START The data

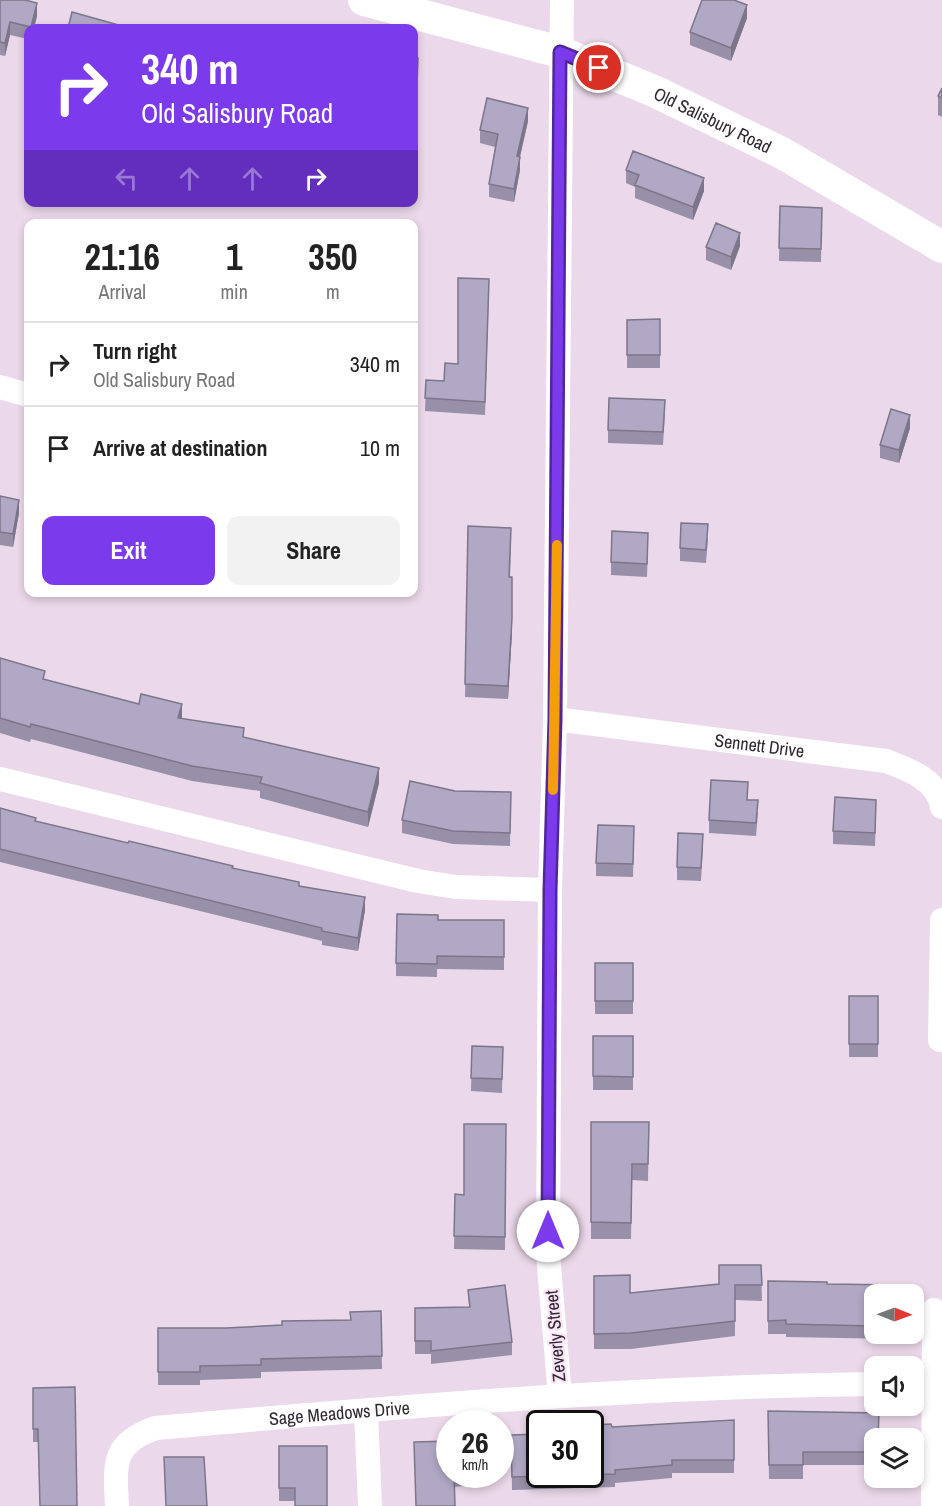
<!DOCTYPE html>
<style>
body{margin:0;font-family:"Archivo Narrow",sans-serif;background:#f2f2f2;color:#222;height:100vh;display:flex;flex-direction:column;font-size:22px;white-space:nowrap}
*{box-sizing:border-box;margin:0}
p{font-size:20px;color:#767676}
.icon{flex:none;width:33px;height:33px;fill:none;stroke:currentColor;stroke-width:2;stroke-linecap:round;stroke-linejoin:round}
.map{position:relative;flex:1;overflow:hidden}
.panel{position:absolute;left:24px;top:219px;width:394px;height:378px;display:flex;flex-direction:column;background:#fff;border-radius:12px;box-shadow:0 3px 9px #0003}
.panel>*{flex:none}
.guide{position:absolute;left:24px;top:24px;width:394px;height:183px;border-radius:12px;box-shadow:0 3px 9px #0003;background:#7c3aed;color:#fff;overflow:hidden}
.needle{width:39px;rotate:91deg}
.controls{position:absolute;left:864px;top:1284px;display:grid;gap:12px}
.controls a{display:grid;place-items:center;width:60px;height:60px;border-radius:12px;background:#fff;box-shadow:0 3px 9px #0003;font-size:30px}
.speed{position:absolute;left:436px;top:1410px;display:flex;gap:12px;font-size:30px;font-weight:700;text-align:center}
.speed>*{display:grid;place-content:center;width:78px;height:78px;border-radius:50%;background:#fff;box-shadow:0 3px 9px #0003;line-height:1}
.speed small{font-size:15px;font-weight:400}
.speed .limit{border:3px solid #111;border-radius:9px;background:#fff;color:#111}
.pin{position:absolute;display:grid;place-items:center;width:51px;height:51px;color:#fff;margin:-26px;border:3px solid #fff;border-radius:50%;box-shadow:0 2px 6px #0007}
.me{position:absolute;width:66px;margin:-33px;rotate:0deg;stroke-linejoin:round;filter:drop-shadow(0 0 4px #0008)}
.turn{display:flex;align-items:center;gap:21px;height:126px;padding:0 18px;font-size:27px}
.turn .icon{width:78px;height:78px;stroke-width:2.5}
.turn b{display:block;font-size:42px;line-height:51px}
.lanes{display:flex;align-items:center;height:57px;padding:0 18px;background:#0003;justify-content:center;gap:30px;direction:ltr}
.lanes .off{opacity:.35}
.eta{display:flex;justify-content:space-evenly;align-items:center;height:102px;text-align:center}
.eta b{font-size:36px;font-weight:800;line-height:42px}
.action{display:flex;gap:12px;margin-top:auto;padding:12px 18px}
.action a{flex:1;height:69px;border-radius:12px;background:#7c3aed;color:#fff;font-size:24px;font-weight:800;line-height:69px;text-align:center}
.action a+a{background:#f2f2f2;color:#222}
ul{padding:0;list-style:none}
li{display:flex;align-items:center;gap:18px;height:84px;padding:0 18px;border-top:2px solid #e0e0e0}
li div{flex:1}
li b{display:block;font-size:22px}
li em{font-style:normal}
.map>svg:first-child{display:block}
</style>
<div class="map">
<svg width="942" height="1506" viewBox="0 0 942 1506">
<rect width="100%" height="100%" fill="#ebd8ea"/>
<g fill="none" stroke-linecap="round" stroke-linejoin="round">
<g stroke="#fff" stroke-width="24">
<path d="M0,387l28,8"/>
<path id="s1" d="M555,719l331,42c22,8 52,19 56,46"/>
<path d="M0,779l418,102 38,6 94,3"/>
<path d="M940,1040l2,-120"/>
<path d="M560,1396l-12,-142 2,-364 5,-171 7,-719"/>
<path d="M366,1411l4,95"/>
<path id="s2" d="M117,1506c-2,-41 -6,-63 39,-78 239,-21 478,-41 718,-44"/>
<path d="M933,1506l1,-196"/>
</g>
<path stroke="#fff" stroke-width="32" id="s3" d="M364,0l196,52 96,40 126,61 160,94"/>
</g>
<path fill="#9890a9" d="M0,0l37,16 -3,12h-6v11l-18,-4 -5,21 -5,-1z
M747,18l-16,43 -41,-16v-13z
M414,58l4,13 -2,50h-2z
M942,88v29l-4,-2v-19z
M528,121l-8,36v13l-6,32 -25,-5v-13l6,-37 -15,-4v-13z
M626,170l78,21 -11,29 -58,-22v-11l-9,-4z
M780,206l42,2 -1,54 -42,-1z
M740,246l-9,24 -25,-10v-13z
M489,292l-4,123 -60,-4 1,-31 18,1 14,-17z
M660,319v49h-33v-48z
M665,414l-2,31 -55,-2v-13z
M910,428l-11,35 -19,-5v-13z
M0,496l19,17 -6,34 -13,-2z
M468,526l43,15 -1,36 2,55 -4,67 -43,-2z
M708,538l-2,25 -26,-2v-13z
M648,546l-1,31 -36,-2v-13z
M247,592h62v5l-62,-1z
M0,658l45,21 137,39 62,20 135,45 -11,44 -108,-29v-7l-68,-10 -161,-42 -1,3 -30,-9z
M511,792l-1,54 -57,-2 -51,-11v-13z
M748,800l10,13 -2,23 -47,-3v-13z
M0,808l36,14 197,46 66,18 66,24 -7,41 -36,-6v-4l-322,-79z
M876,813l-1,33 -42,-2v-13z
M634,826l-1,51 -37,-1v-13z
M703,847l-2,34 -24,-1v-13z
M438,920h66v50l-67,-1v8l-41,-1v-13z
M595,963h38v51h-38z
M849,996h29v61h-29z
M593,1036h40v54h-40z
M472,1046l31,1 -1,46 -31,-2z
M591,1122h58l-1,59 -16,-1 -1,59h-40z
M506,1124l-1,126 -51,-1 1,-55 9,1z
M761,1265l1,36 -27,-1v36l-104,13h-37v-73l36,17 89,-9z
M768,1281l59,3 47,10v40h22v5l-110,-2v-3h-18z
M468,1290l44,52v13l-81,9v-10h-16v-46l54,-1z
M381,1311l1,58 -121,3v6l-61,2v5h-42v-57h68l56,-3 68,-5z
M75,1387l-37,55h-5v-54z
M768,1411l106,27v27h-71v14h-34z
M734,1420v53h-62v5l-57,5v4l-103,3 -1,-55 29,39 72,-47z
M279,1446l48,60 -32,-5h-16z
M450,1474h14v12l-10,1z"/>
<path fill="#7c768a" d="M37,3v13l-3,12h-3z
M747,5v13l-16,43v-13z
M10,22v13l-5,21v-13z
M528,108v13l-11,48v-13z
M520,157v13l-6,32v-13z
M704,178v13l-11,29v-13z
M740,233v13l-9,24v-13z
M910,415v13l-11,35v-13z
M19,500v13l-6,34v-13z
M512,577v55l-4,67v-13z
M182,704v15l-4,-1z
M379,768v15l-11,44v-15z
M365,897v13l-7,41v-13z"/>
<path fill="#b1a8c5" stroke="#7c768a" stroke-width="1.5" d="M0,0h25l12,3 -6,24 -21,-5 -5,21 -5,-1z
M702,0h32l13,5 -16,43 -41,-16z
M72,12l50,14 -1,2h-53z
M414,58h4l-2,50h-2z
M942,88v10l-4,-2z
M487,98l41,10 -11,48 3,1 -6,32 -25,-5 9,-50 -18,-4z
M633,151l71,27 -11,29 -58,-22 4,-10 -13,-5z
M780,206l42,2 -1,41 -42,-1z
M716,223l24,10 -9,24 -25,-10z
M458,278l31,1 -4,123 -60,-4 1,-18 18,1 1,-18 13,1z
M660,319v36h-33v-35z
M609,398l56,2 -2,32 -55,-2z
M891,409l19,6 -11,35 -19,-5z
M0,496l19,4 -6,34 -13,-2z
M681,523l27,1 -2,26 -26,-2z
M468,526l43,2 -2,49h3v41l-4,68 -43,-2z
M612,531l36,2 -1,31 -36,-2z
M0,658l45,13 -2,8 96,25 2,-10 41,10 -4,14 66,10 -1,9 136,31 -11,44 -108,-29 2,-6 -70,-11 -161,-42 -1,3 -30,-9z
M711,780l37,2 -1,18h11l-2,23 -47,-3z
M410,781l45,10 56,1 -1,41 -57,-2 -51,-11z
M835,797l41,3 -1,33 -42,-2z
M0,808l36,10 -1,3 93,22 1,-2 104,25 -1,2 67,14v4l66,11 -7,41 -36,-7v-3l-322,-79z
M598,825l36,1 -1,38 -37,-1z
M678,833l25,1 -2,34 -24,-1z
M397,914l41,1v5h66v37l-67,-1v8l-41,-1z
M595,963h38v38h-38z
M849,996h29v48h-29z
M593,1036h40v41l-40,-1z
M472,1046l31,1 -1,32 -31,-1z
M591,1122h58l-1,42h-16l-1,59 -40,-1z
M464,1124h42l-1,113 -51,-1 1,-42 9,1z
M719,1265h42l1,20h-27v36l-104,12 -37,1v-58l36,-1v18l89,-9z
M768,1281l59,1v2l69,1v9h-22v32l-88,-2v-4l-18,1z
M505,1285l7,57 -81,9v-10h-16v-33l55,-1 -2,-17z
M381,1311l1,45 -121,3v6l-61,1v6h-42v-44h68l56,-3v-4l69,-1 -1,-8z
M75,1387l2,119h-37l-2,-77h-5v-41z
M768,1411l111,2 -1,25h-4v14h-71v13h-34z
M734,1420v40h-62v5l-57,5v4l-103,3 -1,-42 29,-1v40h51v-49l20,-1 1,3z
M450,1441v33h4l1,32h-39l-2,-64z
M279,1446h48v60h-32v-18h-16z
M164,1457h40l3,49h-41z"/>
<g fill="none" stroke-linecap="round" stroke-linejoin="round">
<defs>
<path id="route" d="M548,1231l2,-341 5,-171 5,-667 39,16"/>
</defs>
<use href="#route" stroke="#51269a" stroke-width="15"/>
<use href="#route" stroke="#7c3aed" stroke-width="10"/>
<path stroke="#f59e0b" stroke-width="10" d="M553,790l4,-245"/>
</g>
<g text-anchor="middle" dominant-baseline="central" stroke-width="4.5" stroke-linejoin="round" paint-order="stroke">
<g font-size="18" fill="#30282f" stroke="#f9e5f7">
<text stroke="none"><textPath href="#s3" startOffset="370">Old Salisbury Road</textPath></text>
<text stroke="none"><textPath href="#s1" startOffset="206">Sennett Drive</textPath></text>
<text transform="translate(555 1336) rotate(-95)">Zeverly Street</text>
<text stroke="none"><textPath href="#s2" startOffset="282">Sage Meadows Drive</textPath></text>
</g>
</g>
</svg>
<div class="controls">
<a><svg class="needle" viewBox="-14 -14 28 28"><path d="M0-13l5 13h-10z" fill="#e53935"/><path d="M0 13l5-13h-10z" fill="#767676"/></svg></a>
<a><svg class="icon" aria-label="sound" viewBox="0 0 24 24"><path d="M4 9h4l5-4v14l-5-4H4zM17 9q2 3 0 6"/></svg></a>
<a><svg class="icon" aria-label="layers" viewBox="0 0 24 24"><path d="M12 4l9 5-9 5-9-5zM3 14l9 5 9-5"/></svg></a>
</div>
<div class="speed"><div>26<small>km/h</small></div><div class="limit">30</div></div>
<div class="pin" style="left:599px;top:68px;background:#d93025"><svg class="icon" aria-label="arrive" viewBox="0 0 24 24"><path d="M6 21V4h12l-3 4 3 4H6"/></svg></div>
<svg class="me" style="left:548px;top:1231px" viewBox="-20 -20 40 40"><circle r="19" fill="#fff"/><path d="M0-13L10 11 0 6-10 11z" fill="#7c3aed"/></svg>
<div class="guide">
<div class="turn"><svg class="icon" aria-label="right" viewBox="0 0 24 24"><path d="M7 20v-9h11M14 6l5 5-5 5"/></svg><div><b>340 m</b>Old Salisbury Road</div></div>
<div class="lanes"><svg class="icon off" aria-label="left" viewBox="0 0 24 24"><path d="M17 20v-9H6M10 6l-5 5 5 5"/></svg><svg class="icon off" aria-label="ahead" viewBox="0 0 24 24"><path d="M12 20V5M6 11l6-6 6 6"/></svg><svg class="icon off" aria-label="ahead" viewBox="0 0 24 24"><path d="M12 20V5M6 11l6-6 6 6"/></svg><svg class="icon" aria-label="right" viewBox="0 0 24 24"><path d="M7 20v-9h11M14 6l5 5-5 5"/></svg></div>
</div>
<section class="panel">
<div class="eta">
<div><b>21:16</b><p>Arrival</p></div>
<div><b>1</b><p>min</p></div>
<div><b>350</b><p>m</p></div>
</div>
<ul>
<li><svg class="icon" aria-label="right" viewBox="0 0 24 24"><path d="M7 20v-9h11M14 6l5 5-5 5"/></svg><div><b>Turn right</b><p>Old Salisbury Road</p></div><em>340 m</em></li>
<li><svg class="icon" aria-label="arrive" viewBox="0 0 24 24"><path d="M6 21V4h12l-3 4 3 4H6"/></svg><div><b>Arrive at destination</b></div><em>10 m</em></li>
</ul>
<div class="action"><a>Exit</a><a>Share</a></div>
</section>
</div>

END The data

Word for word, repeat the lines from the one holding "Salisbury Road</p></div><em>340 m</em></li>" through the last line of the entries, both included.

▶ **Reply to the task**:
<li><svg class="icon" aria-label="right" viewBox="0 0 24 24"><path d="M7 20v-9h11M14 6l5 5-5 5"/></svg><div><b>Turn right</b><p>Old Salisbury Road</p></div><em>340 m</em></li>
<li><svg class="icon" aria-label="arrive" viewBox="0 0 24 24"><path d="M6 21V4h12l-3 4 3 4H6"/></svg><div><b>Arrive at destination</b></div><em>10 m</em></li>
</ul>
<div class="action"><a>Exit</a><a>Share</a></div>
</section>
</div>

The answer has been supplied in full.